EXERCISE AIM :: The following data needs to be repeated exactly, with all images excluded.

Saved entries ::
━━━━━━━━
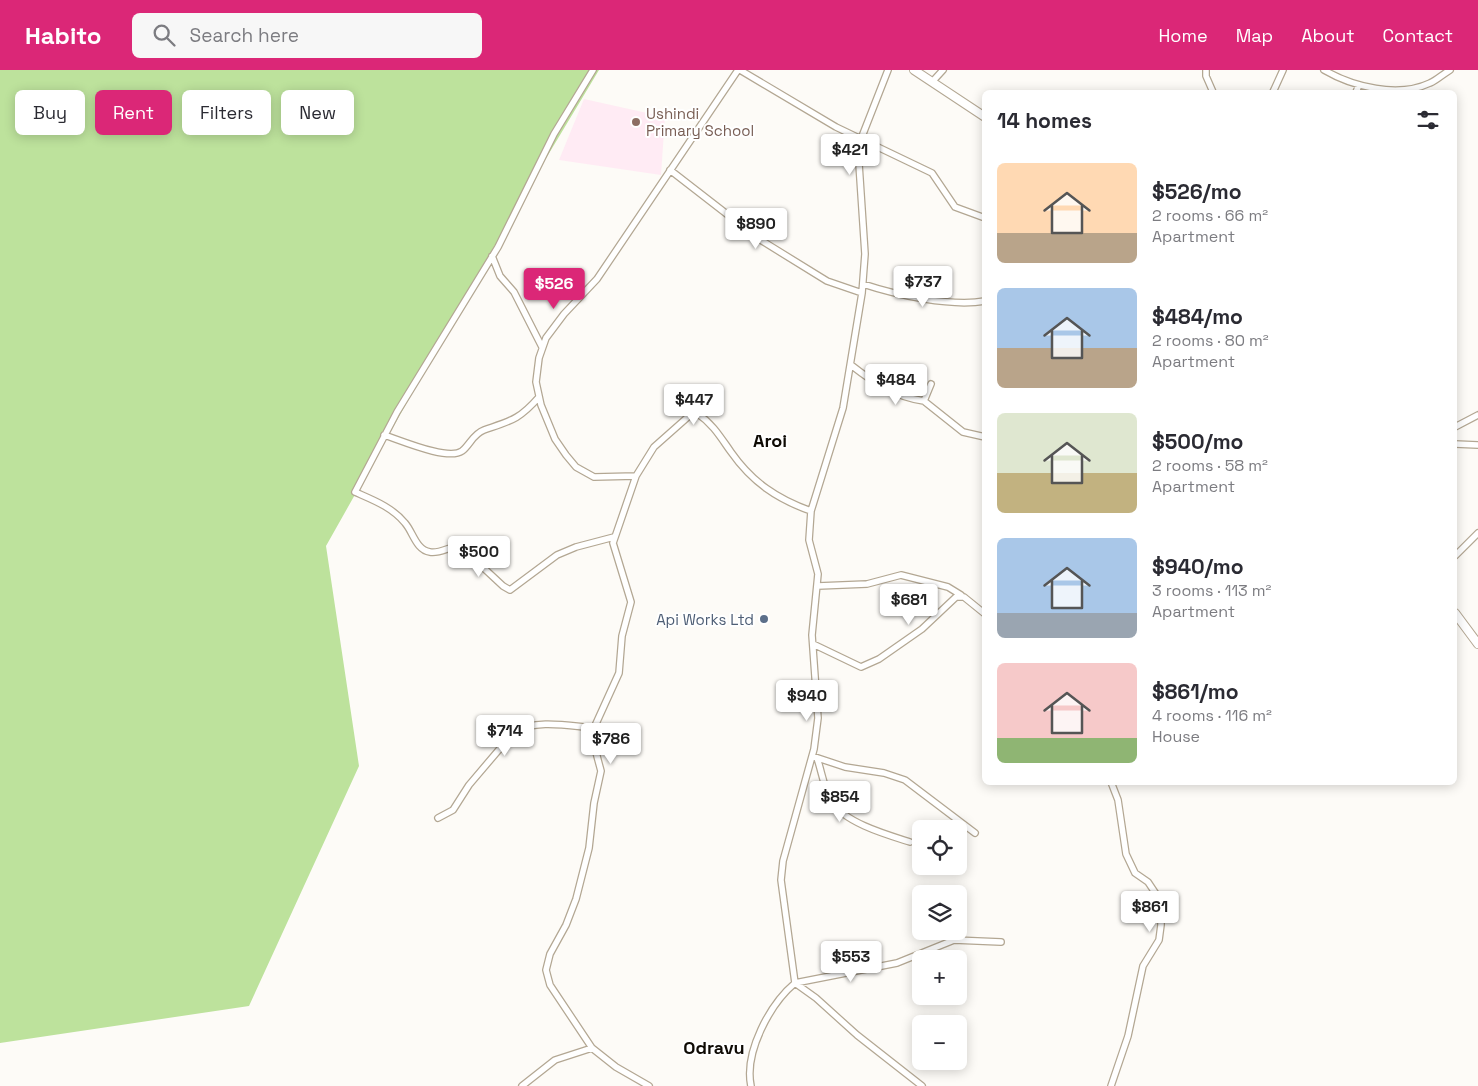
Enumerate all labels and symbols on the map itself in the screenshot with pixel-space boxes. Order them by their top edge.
place label: Ushindi Primary School [646,104,754,140]
marker: Ushindi Primary School [630,116,642,128]
pin: $421 [820,134,880,176]
pin: $890 [726,208,786,250]
pin: $737 [893,266,953,308]
pin: $526 [524,268,584,310]
pin: $484 [866,364,926,406]
pin: $447 [664,384,724,426]
district label: Aroi [753,429,787,452]
pin: $500 [449,536,509,578]
pin: $681 [879,584,939,626]
place label: Api Works Ltd [656,610,754,629]
marker: Api Works Ltd [758,613,770,625]
pin: $940 [777,680,837,722]
pin: $714 [475,714,535,757]
pin: $786 [581,722,641,765]
pin: $854 [810,780,870,823]
pin: $861 [1120,890,1180,933]
pin: $553 [821,940,881,983]
district label: Odravu [683,1036,745,1059]

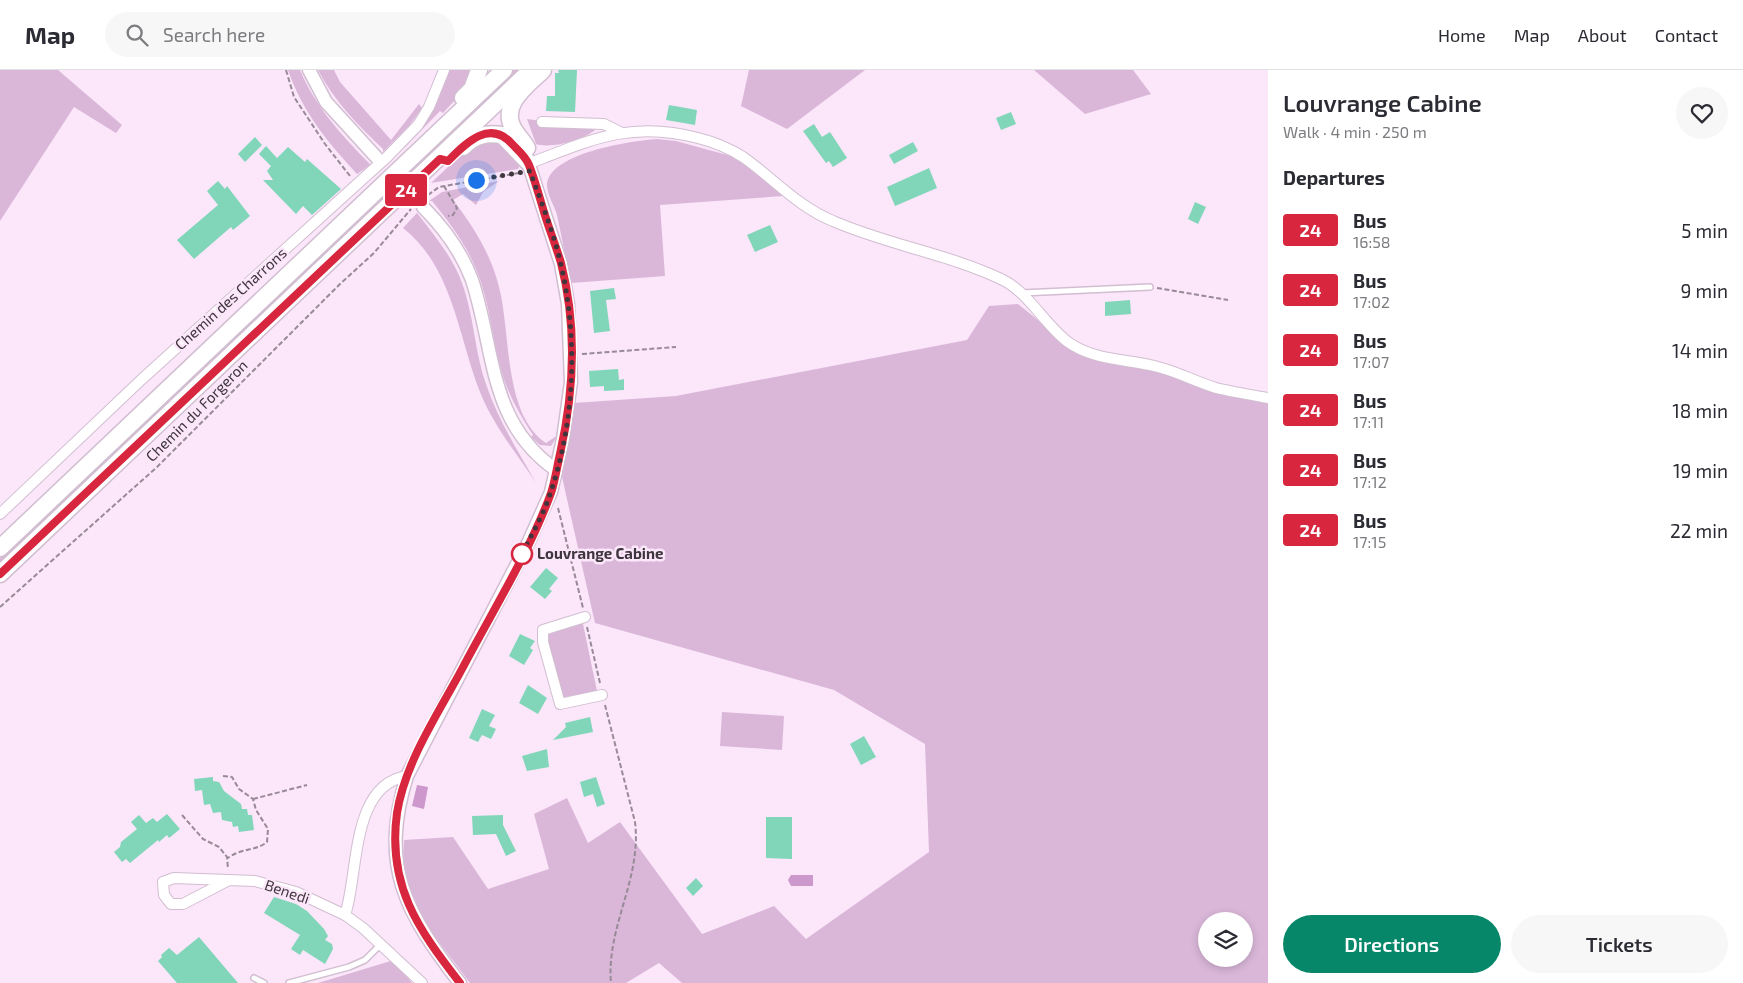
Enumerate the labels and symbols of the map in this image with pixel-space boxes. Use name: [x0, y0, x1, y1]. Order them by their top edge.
your location: [464, 168, 489, 193]
line badge: 24: [384, 174, 428, 206]
street label: Chemin des Charrons: [171, 243, 290, 353]
street label: Chemin du Forgeron: [142, 356, 251, 465]
marker: Louvrange Cabine: [511, 543, 533, 565]
place label: Louvrange Cabine: [537, 544, 663, 562]
street label: Benedi: [262, 875, 312, 907]

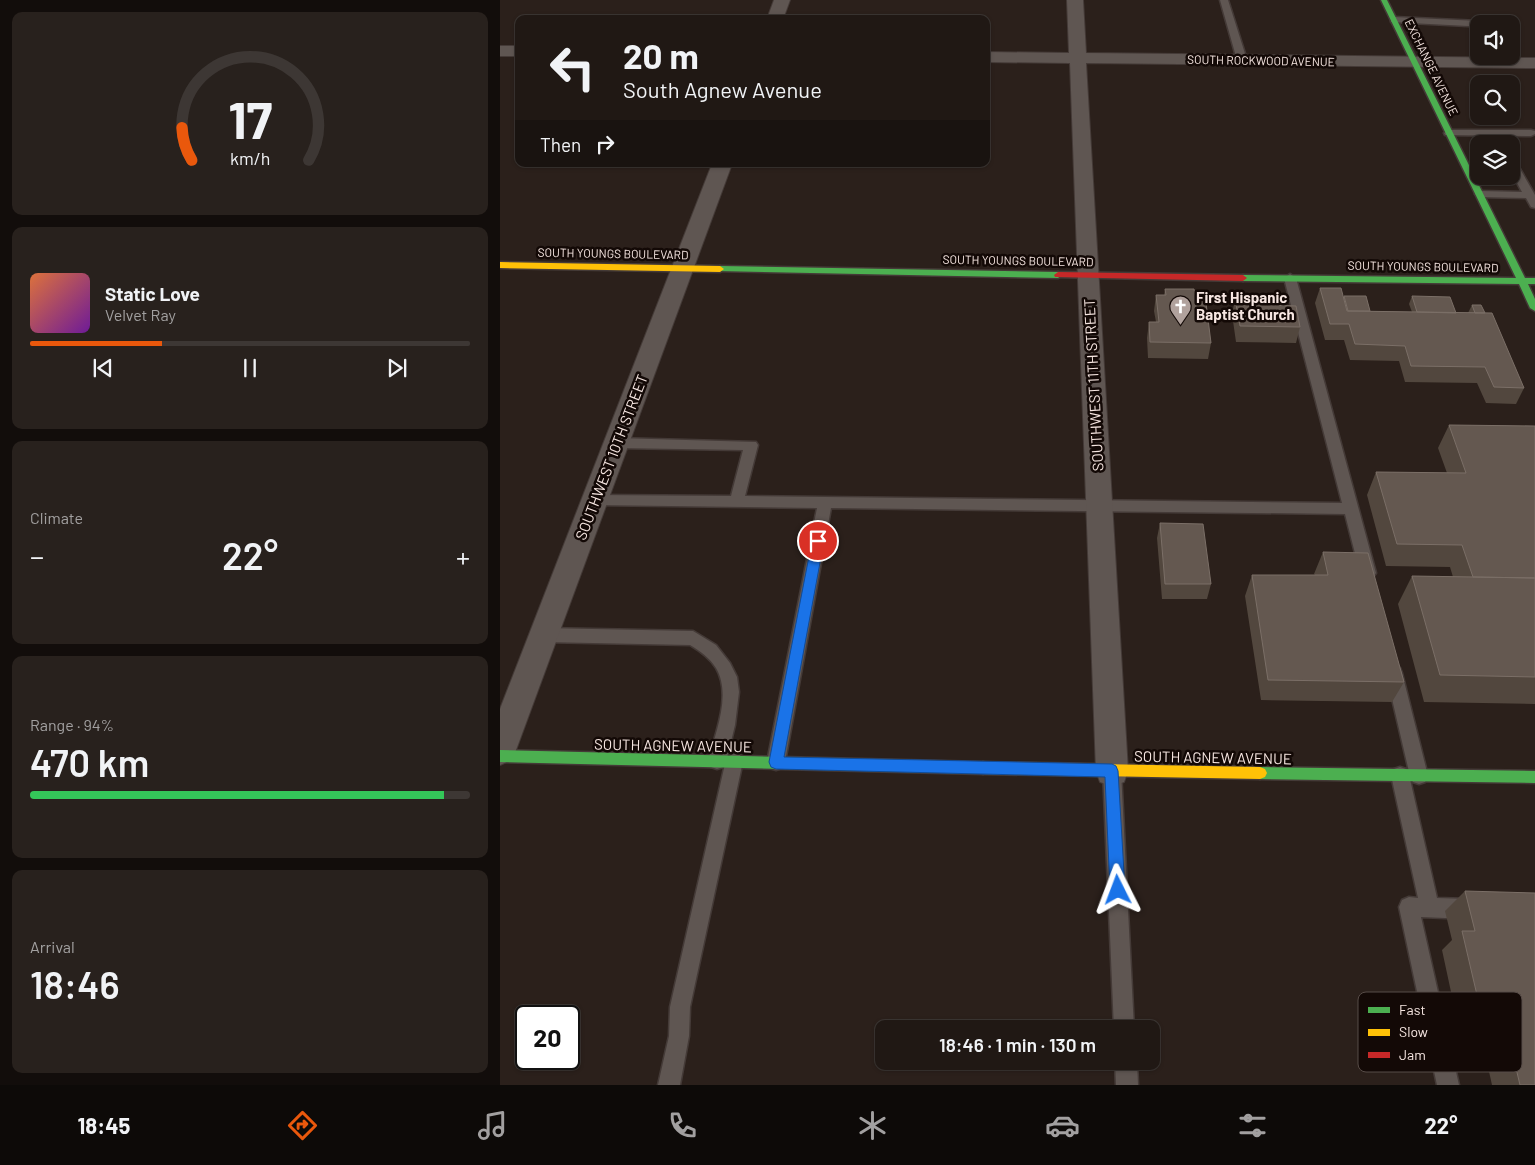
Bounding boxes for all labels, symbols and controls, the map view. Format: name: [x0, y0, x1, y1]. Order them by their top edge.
map controls: [1470, 15, 1520, 185]
button: sound: [1470, 15, 1520, 65]
street label: EXCHANGE AVENUE: [1403, 16, 1461, 118]
text: 20 m: [623, 34, 699, 76]
icon: left: [540, 35, 605, 100]
street label: SOUTH ROCKWOOD AVENUE: [1187, 52, 1335, 68]
button: search: [1470, 75, 1520, 125]
text: South Agnew Avenue: [623, 76, 822, 102]
text: 17: [228, 87, 272, 149]
icon: right: [591, 130, 619, 158]
text: Then: [540, 133, 581, 156]
button: layers: [1470, 135, 1520, 185]
text: km/h: [230, 147, 270, 169]
street label: SOUTH YOUNGS BOULEVARD: [537, 245, 689, 261]
street label: SOUTH YOUNGS BOULEVARD: [942, 252, 1094, 268]
street label: SOUTH YOUNGS BOULEVARD: [1347, 258, 1499, 274]
text: Static Love: [105, 282, 200, 305]
place label: First Hispanic Baptist Church: [1196, 288, 1295, 323]
church icon: First Hispanic Baptist Church: [1168, 294, 1192, 325]
street label: SOUTHWEST 11TH STREET: [1079, 298, 1107, 472]
text: Velvet Ray: [105, 305, 176, 324]
icon: previous: [89, 354, 117, 382]
icon: pause: [236, 354, 264, 382]
icon: next: [383, 354, 411, 382]
street label: SOUTHWEST 10TH STREET: [571, 372, 651, 542]
text: Climate: [30, 508, 83, 527]
pin: [797, 520, 839, 562]
icon: arrive: [804, 527, 832, 555]
text: 22°: [222, 532, 278, 578]
text: −: [30, 539, 44, 573]
text: +: [456, 539, 470, 573]
text: Range · 94%: [30, 715, 114, 734]
street label: SOUTH AGNEW AVENUE: [594, 735, 752, 755]
text: 470 km: [30, 739, 149, 785]
street label: SOUTH AGNEW AVENUE: [1134, 747, 1292, 767]
position arrow: [1091, 863, 1143, 915]
text: Arrival: [30, 937, 75, 956]
text: 18:46: [30, 961, 120, 1007]
legend: [1358, 992, 1522, 1072]
text: Fast: [1399, 1001, 1425, 1018]
speed limit sign: 20: [515, 1005, 580, 1070]
text: Slow: [1399, 1023, 1428, 1040]
text: 18:46 · 1 min · 130 m: [939, 1033, 1096, 1056]
text: Jam: [1399, 1046, 1426, 1063]
icon: directions: [285, 1108, 320, 1143]
icon: music: [475, 1108, 510, 1143]
icon: phone: [665, 1108, 700, 1143]
icon: climate: [855, 1108, 890, 1143]
icon: car: [1045, 1108, 1080, 1143]
icon: filters: [1235, 1108, 1270, 1143]
text: 18:45: [77, 1112, 130, 1138]
text: 22°: [1425, 1112, 1457, 1138]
━━━━━━━━
RESPONSE TO THIS EXERCISE ::
Enumerate all labels and symbols on the map itself in the screenshot with pixel-space boxes. Order them by their top edge.
place label: Ushindi Primary School [646,104,754,140]
marker: Ushindi Primary School [630,116,642,128]
pin: $421 [820,134,880,176]
pin: $890 [726,208,786,250]
pin: $737 [893,266,953,308]
pin: $526 [524,268,584,310]
pin: $484 [866,364,926,406]
pin: $447 [664,384,724,426]
district label: Aroi [753,429,787,452]
pin: $500 [449,536,509,578]
pin: $681 [879,584,939,626]
place label: Api Works Ltd [656,610,754,629]
marker: Api Works Ltd [758,613,770,625]
pin: $940 [777,680,837,722]
pin: $714 [475,714,535,757]
pin: $786 [581,722,641,765]
pin: $854 [810,780,870,823]
pin: $861 [1120,890,1180,933]
pin: $553 [821,940,881,983]
district label: Odravu [683,1036,745,1059]

Enumerate the labels and symbols of the map in this image with pixel-space boxes. Use name: [x0, y0, x1, y1]. Order them by their top edge.
your location: [464, 168, 489, 193]
line badge: 24: [384, 174, 428, 206]
street label: Chemin des Charrons: [171, 243, 290, 353]
street label: Chemin du Forgeron: [142, 356, 251, 465]
marker: Louvrange Cabine: [511, 543, 533, 565]
place label: Louvrange Cabine: [537, 544, 663, 562]
street label: Benedi: [262, 875, 312, 907]

Bounding boxes for all labels, symbols and controls, the map view. Format: name: [x0, y0, x1, y1]. Order them by their top edge.
map controls: [1470, 15, 1520, 185]
button: sound: [1470, 15, 1520, 65]
street label: EXCHANGE AVENUE: [1403, 16, 1461, 118]
text: 20 m: [623, 34, 699, 76]
icon: left: [540, 35, 605, 100]
street label: SOUTH ROCKWOOD AVENUE: [1187, 52, 1335, 68]
button: search: [1470, 75, 1520, 125]
text: South Agnew Avenue: [623, 76, 822, 102]
text: 17: [228, 87, 272, 149]
icon: right: [591, 130, 619, 158]
text: Then: [540, 133, 581, 156]
button: layers: [1470, 135, 1520, 185]
text: km/h: [230, 147, 270, 169]
street label: SOUTH YOUNGS BOULEVARD: [537, 245, 689, 261]
street label: SOUTH YOUNGS BOULEVARD: [942, 252, 1094, 268]
street label: SOUTH YOUNGS BOULEVARD: [1347, 258, 1499, 274]
text: Static Love: [105, 282, 200, 305]
place label: First Hispanic Baptist Church: [1196, 288, 1295, 323]
church icon: First Hispanic Baptist Church: [1168, 294, 1192, 325]
street label: SOUTHWEST 11TH STREET: [1079, 298, 1107, 472]
text: Velvet Ray: [105, 305, 176, 324]
icon: previous: [89, 354, 117, 382]
icon: pause: [236, 354, 264, 382]
icon: next: [383, 354, 411, 382]
street label: SOUTHWEST 10TH STREET: [571, 372, 651, 542]
text: Climate: [30, 508, 83, 527]
pin: [797, 520, 839, 562]
icon: arrive: [804, 527, 832, 555]
text: 22°: [222, 532, 278, 578]
text: −: [30, 539, 44, 573]
text: +: [456, 539, 470, 573]
text: Range · 94%: [30, 715, 114, 734]
street label: SOUTH AGNEW AVENUE: [594, 735, 752, 755]
text: 470 km: [30, 739, 149, 785]
street label: SOUTH AGNEW AVENUE: [1134, 747, 1292, 767]
position arrow: [1091, 863, 1143, 915]
text: Arrival: [30, 937, 75, 956]
text: 18:46: [30, 961, 120, 1007]
legend: [1358, 992, 1522, 1072]
text: Fast: [1399, 1001, 1425, 1018]
speed limit sign: 20: [515, 1005, 580, 1070]
text: Slow: [1399, 1023, 1428, 1040]
text: 18:46 · 1 min · 130 m: [939, 1033, 1096, 1056]
text: Jam: [1399, 1046, 1426, 1063]
icon: directions: [285, 1108, 320, 1143]
icon: music: [475, 1108, 510, 1143]
icon: phone: [665, 1108, 700, 1143]
icon: climate: [855, 1108, 890, 1143]
icon: car: [1045, 1108, 1080, 1143]
icon: filters: [1235, 1108, 1270, 1143]
text: 18:45: [77, 1112, 130, 1138]
text: 22°: [1425, 1112, 1457, 1138]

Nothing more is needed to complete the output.